2023 MLB Season Preview: Colorado Rockies

Mar 19, 2023 - 12:30 PM
Colorado Rockies v Arizona Diamondbacks
Photo by John E. Moore III/Getty Images




We make a lot of jokes about the Rockies, but I love them. I love the perpetual experiment of figuring out Coors Field, that their analytics department would churn out a solid, 92-game winner if this was 2002, that they gave Kris Bryant $180 million. Great org, fun follow, maybe the dumbest owner in baseball. I love it.

Colorado Rockies
2022 record: 68-94 (5th, NL West)
2023 FanGraphs projection: 64-98 (5th, NL West)

Let’s start with the positives. For the first time in almost a decade, the Rockies’ prospect system saw real gains in 2022, moving from a bottom five organization into the median. They don’t boast the perpetual motion machine-like ability of the Dodgers or Rays to churn out top systems year after year, but as the saying goes, you get more from not being stupid than you get from being smart.

Being able to put together solid farm systems helps you in two ways. First, you increase the potential depth of your MLB roster, and frankly, having a few more two-ish win players goes a long way for a team like the Rockies. Just one player on the team managed more than two wins in the 2022 season, and just three did so in 2021. Depth matters, and avoiding sub-replacement level talent, as Jeff Sullivan used to write about, counts for a lot.

The second thing that a solid system allows is more leverage in trades. Look at what the Yankees have done over the past few seasons, being able to make trades that, in theory, help the MLB roster without giving up the likes of Anthony Volpe or Jasson Domínguez, the kind of high-end talent that raises your team’s ceiling. The Rockies don’t quite have that high-end talent yet, although Ezequiel Tovar is a top-40 prospect and should have an impact this season, but they’re headed in the right direction.

Okay, what else is a positive ...

Germán Márquez probably isn’t as bad as he was last year, and Kris Bryant can probably be healthier?

Márquez had such an outlier year, seeing his strikeout rate plummet. I have to imagine his track record and the fact that his primary pitches didn’t see a reduction in quality means baseball, especially baseball at Coors, is just weird and he’s probably going to be better.
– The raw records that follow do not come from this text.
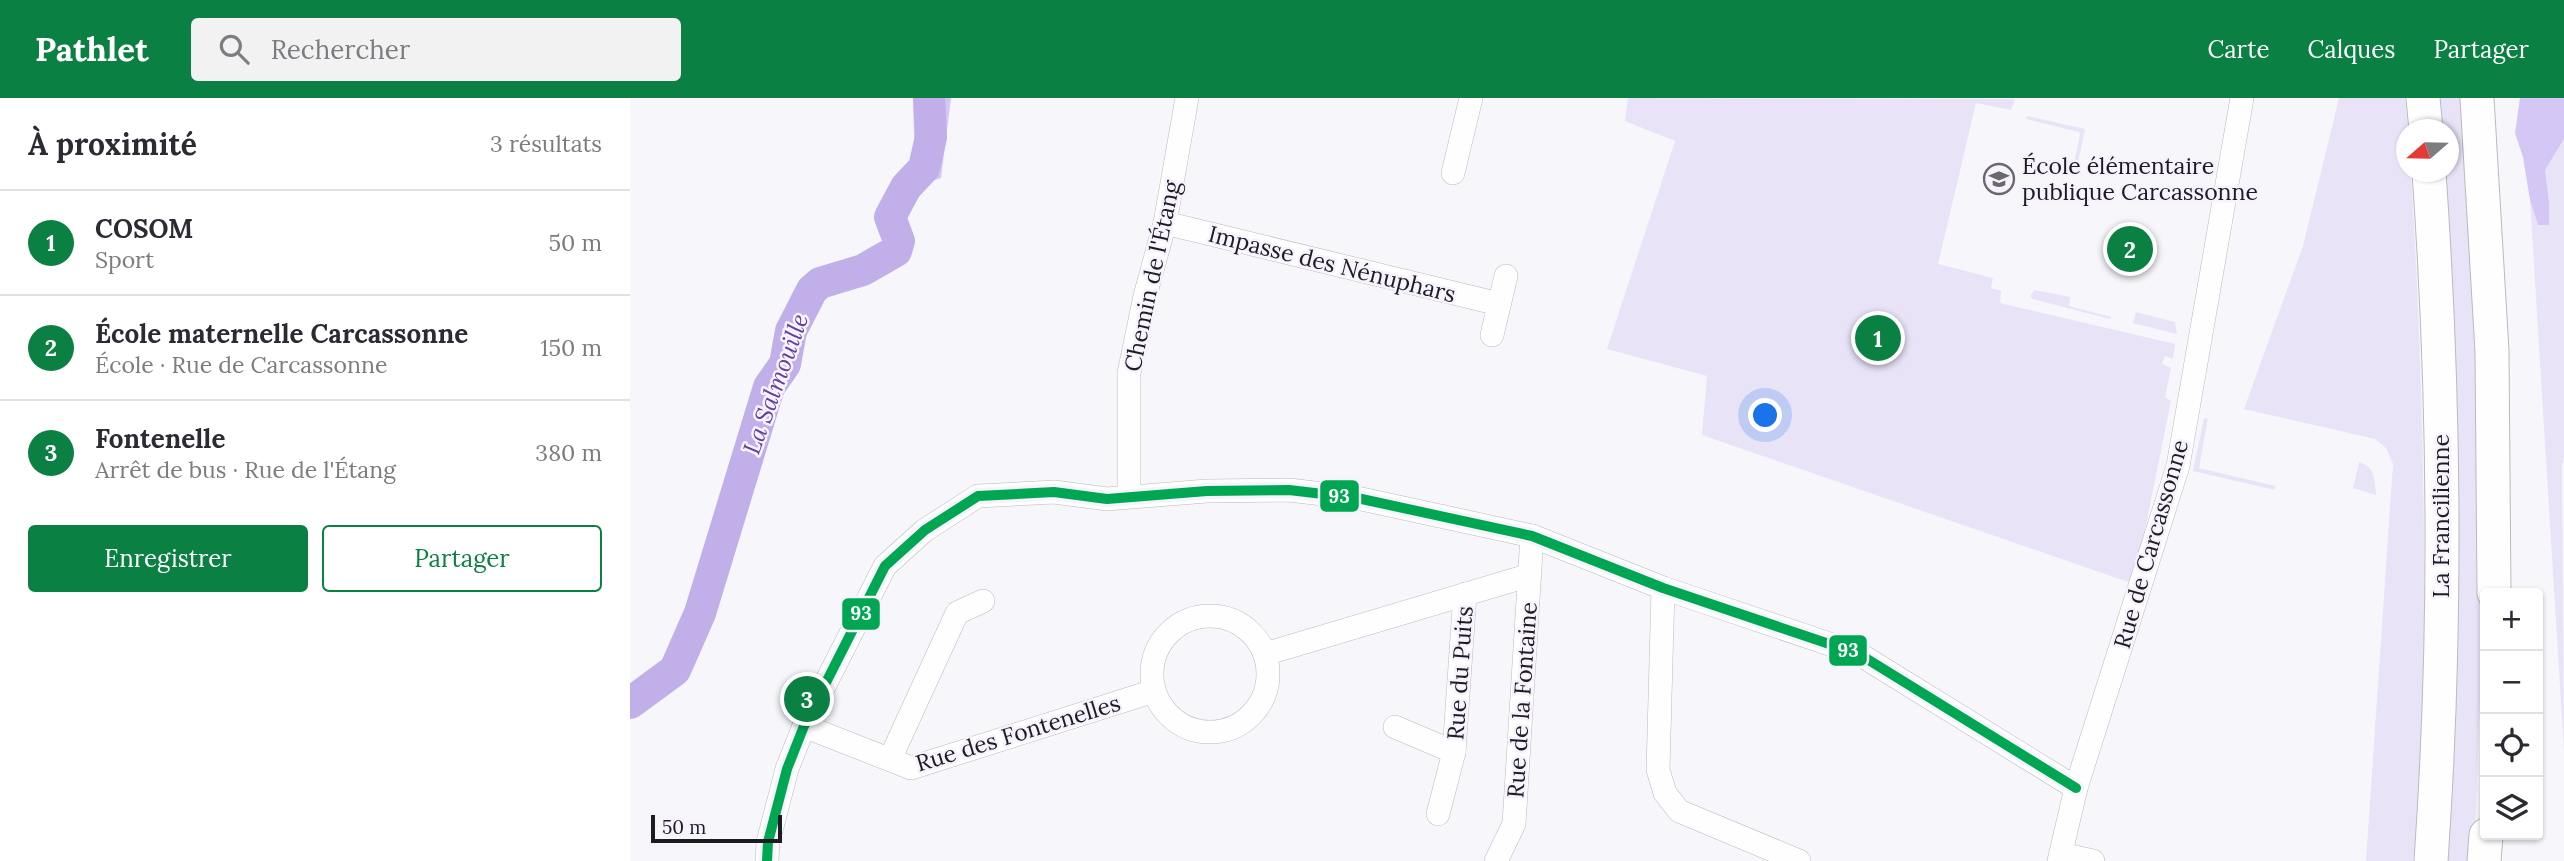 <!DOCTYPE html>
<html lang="fr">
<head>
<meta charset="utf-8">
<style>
	body { margin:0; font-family:Lora,serif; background:#f2f2f3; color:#2b2b33 }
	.controls { position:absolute; right:21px; bottom:21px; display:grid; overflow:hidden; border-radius:7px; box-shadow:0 2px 5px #0004 }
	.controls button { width:63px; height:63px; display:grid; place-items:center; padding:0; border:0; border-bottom:2px solid #e1e1e2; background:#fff; color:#2b2b33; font:35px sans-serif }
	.compass { position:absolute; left:1766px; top:21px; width:63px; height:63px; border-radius:50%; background:#fff; box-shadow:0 2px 5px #0004; rotate:250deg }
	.scale { position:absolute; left:21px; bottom:18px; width:131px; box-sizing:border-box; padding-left:7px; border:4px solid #1e1c21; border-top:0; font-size:19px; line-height:24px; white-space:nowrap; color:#1e1c21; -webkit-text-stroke:5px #f6f3fe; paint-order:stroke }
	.you { position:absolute; left:1136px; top:318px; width:24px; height:24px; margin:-18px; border:5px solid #fff; border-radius:50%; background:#1a73e8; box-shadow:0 0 0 10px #1a73e833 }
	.badge { display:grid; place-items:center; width:46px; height:46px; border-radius:50%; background:#0b8043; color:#fff; font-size:23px; font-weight:700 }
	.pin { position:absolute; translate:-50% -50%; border:4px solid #fff; box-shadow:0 2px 7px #0006 }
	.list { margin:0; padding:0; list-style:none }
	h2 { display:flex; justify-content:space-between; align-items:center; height:91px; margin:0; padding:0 28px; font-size:30px }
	h2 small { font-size:23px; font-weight:400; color:#7c7c81 }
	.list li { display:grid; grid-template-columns:46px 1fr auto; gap:21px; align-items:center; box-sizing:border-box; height:105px; padding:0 28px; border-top:2px solid #e1e1e2 }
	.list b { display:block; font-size:26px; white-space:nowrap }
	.list p { margin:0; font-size:23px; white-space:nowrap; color:#7c7c81 }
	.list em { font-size:23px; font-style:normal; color:#7c7c81 }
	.actions { display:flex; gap:14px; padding:21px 28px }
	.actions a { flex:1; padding:16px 0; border:2px solid #0b8043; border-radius:7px; text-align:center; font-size:24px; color:#0b8043 }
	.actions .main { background:#0b8043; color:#fff }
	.icon { flex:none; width:38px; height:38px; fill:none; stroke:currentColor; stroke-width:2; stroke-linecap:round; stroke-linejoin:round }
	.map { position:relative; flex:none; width:1934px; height:763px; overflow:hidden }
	header { display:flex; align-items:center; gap:42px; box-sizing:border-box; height:98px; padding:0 35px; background:#0b8043; color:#fff }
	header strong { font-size:33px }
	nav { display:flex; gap:38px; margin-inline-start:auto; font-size:24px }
	.search { width:490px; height:63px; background:#f2f2f3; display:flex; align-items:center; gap:18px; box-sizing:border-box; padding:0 24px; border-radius:7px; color:#7c7c81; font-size:26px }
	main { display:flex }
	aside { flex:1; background:#fff }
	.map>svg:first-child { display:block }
	.green { fill:#e8e3f7 }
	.forest { fill:#d4c6f5 }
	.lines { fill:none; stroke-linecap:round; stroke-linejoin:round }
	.river { stroke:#c0afe8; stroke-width:32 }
	.minor-casing { stroke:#bababe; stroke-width:24 }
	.highway-casing { stroke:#bababe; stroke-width:35 }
	.minor { stroke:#fefefe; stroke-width:23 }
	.highway { stroke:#fefefe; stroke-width:33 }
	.bus-1-casing { stroke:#f6f3fe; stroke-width:16 }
	.bus-1 { stroke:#00a651; stroke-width:10 }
	.labels { text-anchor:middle; stroke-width:5; stroke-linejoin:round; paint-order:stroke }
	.poi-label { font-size:23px; fill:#1e1c21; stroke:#f6f3fe; text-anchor:start }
	.street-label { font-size:23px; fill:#1e1c21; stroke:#f6f3fe }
	.water-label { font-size:24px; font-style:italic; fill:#623f9c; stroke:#f6f3fe }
	.line-badge { stroke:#f6f3fe; stroke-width:2.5 }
	.badge-label { font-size:19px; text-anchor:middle; font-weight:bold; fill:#fff }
</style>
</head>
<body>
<header>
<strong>Pathlet</strong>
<div class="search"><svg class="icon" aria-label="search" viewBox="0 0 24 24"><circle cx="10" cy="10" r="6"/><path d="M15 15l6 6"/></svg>Rechercher</div>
<nav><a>Carte</a><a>Calques</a><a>Partager</a></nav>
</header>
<main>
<aside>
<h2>À proximité<small>3 résultats</small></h2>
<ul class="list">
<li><span class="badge">1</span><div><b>COSOM</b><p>Sport</p></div><em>50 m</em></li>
<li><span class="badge">2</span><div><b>École maternelle Carcassonne</b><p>École · Rue de Carcassonne</p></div><em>150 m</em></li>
<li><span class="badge">3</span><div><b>Fontenelle</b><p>Arrêt de bus · Rue de l'Étang</p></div><em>380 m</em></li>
</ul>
<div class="actions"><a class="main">Enregistrer</a><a>Partager</a></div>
</aside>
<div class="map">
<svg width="1934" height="763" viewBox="0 0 1934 763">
	<rect width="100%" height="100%" fill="#f7f6fb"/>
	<!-- green -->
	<g class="green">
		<polygon points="998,0 1385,1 1381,12 1346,5 1308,166 1363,180 1361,190 1371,193 1370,205 1545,246 1543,261 1535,258 1532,266 1541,270 1535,299 1541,303 1504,486 1072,337 1077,278 977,251 1045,43 995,23"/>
		<path d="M1709,0H1775L1778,31L1776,32V74H1781C1790,224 1795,374 1794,524C1793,604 1792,684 1783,763H1736L1763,366L1756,350L1745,341L1614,311L1673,148Z"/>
		<polygon points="1805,0 1835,0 1852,363 1853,520 1844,763 1813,763 1811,74 1818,74 1818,32 1808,31"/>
		<polygon points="1397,18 1455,31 1447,69 1443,69 1450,37 1449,34 1396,21"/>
		<polygon points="1934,41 1934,360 1932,368 1934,653 1900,102 1908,127 1919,103 1915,72"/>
		<polygon points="1405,192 1440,199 1439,208 1481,219 1480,221 1403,201 1400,198"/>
		<polygon points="1506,214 1545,224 1547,236 1503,225"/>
		<polygon points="1574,320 1578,321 1569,370 1645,388 1645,392 1563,373"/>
		<path d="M1729,364C1745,369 1745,382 1746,397L1723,390Z"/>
	</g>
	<!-- forest -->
	<g class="forest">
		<polygon points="283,0 321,0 311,80 292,86 285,75"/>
		<polygon points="1890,0 1934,0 1934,41 1915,72 1919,103 1919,127 1908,127 1900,102 1893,59 1885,35"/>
	</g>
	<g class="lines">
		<!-- river -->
		<polyline class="river" points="0,605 45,572 70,515 139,289 155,266 161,233 182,192 190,185 233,172 266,153 269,143 260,119 276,89 294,70 301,39 299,0"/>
		<!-- minor casing -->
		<g class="minor-casing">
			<g id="minor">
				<polyline points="823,75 841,0"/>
				<polyline points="535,125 869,206"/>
				<polyline points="862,237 876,178"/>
				<polyline points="499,398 499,275 515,198 535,125 557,0"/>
				<polyline points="1033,490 1028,672 1035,695 1049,713 1169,763"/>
				<circle cx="580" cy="576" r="58"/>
				<polyline points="635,556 900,477"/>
				<polyline points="174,628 281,670 524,593"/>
				<polyline points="765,629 824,654"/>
				<polyline points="260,661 327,515 353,503"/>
				<polyline points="808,716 824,654 835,496"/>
				<polyline points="1431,756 1463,763"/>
				<polyline points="137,763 138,744 157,671 174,628 255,468 295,432 348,398 424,394 477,401 577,393 659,392 727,400 902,438 1033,490 1229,556 1446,690"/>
				<polyline points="866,763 884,726 902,438"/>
				<polyline points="1429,763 1446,690 1548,368 1612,0"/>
			</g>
		</g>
		<!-- highway casing -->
		<g class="highway-casing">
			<g id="highway">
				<polyline points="1793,0 1796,32"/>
				<polyline points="1847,0 1862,253 1864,495"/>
				<path d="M1799,74C1815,303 1817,534 1801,763"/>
				<polyline points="1854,763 1856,737"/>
			</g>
		</g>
		<!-- minor -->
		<use href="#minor" class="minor"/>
		<!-- highway -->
		<use href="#highway" class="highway"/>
		<!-- bus-1 casing -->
		<g class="bus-1-casing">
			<polyline id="bus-1" points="137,763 138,744 157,671 174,628 255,468 295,432 348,398 424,394 477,401 577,393 659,392 727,400 902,438 1033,490 1229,556 1446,690"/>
		</g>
		<!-- bus-1 -->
		<use href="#bus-1" class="bus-1"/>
	</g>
	<!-- icons -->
	<defs>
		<g id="school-ring" transform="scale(1.575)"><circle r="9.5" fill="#f6f3fe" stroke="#6a686d" stroke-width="1.5"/><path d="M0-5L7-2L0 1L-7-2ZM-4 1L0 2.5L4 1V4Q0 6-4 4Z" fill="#6a686d"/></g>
	</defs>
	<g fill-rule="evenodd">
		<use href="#school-ring" x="1369" y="81"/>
	</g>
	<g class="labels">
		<!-- poi labels -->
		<g class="poi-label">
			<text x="1392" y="76">École élémentaire<tspan x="1392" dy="26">publique Carcassonne</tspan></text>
		</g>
		<!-- street labels -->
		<g class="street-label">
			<text transform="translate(702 166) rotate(14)" y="8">Impasse des Nénuphars</text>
			<text transform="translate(522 178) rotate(-78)" y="8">Chemin de l'Étang</text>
			<text transform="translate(1811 418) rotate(-90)" y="8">La Francilienne</text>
			<text transform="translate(1521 446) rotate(-74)" y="8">Rue de Carcassonne</text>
			<text transform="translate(830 575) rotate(-86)" y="8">Rue du Puits</text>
			<text transform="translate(892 602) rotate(-86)" y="8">Rue de la Fontaine</text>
			<text transform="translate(388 635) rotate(-17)" y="8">Rue des Fontenelles</text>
		</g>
		<!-- water labels -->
		<g class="water-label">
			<text transform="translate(146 286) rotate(-70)" y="8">La Salmouille</text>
		</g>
	</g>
	<g class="line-badge">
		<rect x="689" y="381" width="41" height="34" rx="7" fill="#00a651"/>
		<rect x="211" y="499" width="40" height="34" rx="7" fill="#00a651"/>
		<rect x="1198" y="536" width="40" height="33" rx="7" fill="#00a651"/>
	</g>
	<g class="badge-label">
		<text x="709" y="405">93</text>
		<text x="231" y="522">93</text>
		<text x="1218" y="559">93</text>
	</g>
</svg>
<div class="controls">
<button>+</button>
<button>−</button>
<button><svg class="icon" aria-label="locate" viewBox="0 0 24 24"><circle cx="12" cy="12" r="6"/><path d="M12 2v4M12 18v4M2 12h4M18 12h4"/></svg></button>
<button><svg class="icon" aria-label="layers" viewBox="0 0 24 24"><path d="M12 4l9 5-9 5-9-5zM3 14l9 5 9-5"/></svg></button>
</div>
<svg class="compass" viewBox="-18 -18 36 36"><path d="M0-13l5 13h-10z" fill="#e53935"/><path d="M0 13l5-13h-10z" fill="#7c7c81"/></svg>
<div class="scale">50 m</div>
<div class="you"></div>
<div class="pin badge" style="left:1248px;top:240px">1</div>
<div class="pin badge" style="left:1500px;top:151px">2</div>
<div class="pin badge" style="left:177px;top:601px">3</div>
</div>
</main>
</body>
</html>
Bryant is harder. The 31-year-old dealt with a balky back for most of 2022, despite having a solid season when he was on the field. You hope for more health, especially given the Rockies only have two MLB-caliber outfielders on the roster at present time, but as Yankee fans can attest, trusting a player’s back once he turns 30 is a risky endeavor.

I like Ryan McMahon, even if he’s probably not going to be a plus hitter to match his plus work at third base. That’s really about it for the Rockies, in so many ways a franchise that is 40 percent complete. The top half of talent is real talent; there’s real pieces that, while they may not hit in the 1-2-3 slots of the Yankees or Astros or Mets, would be complementary players on talented rosters. When the bottom half, or arguably bottom two thirds, of your squad is replacement level or worse, though, you’re not going to have a good baseball team.

The Yankees will travel to Colorado in mid-July, giving us a long-awaited chance to see the power bats of Aaron Judge and Giancarlo Stanton hitting at a video game ballpark. By that time in the schedule, we should see some real separation between the two teams, projected to be on the opposite ends of the league standings. Despite that outlook, the Rockies will be doing things that no other org will be doing, and are always worth a watch.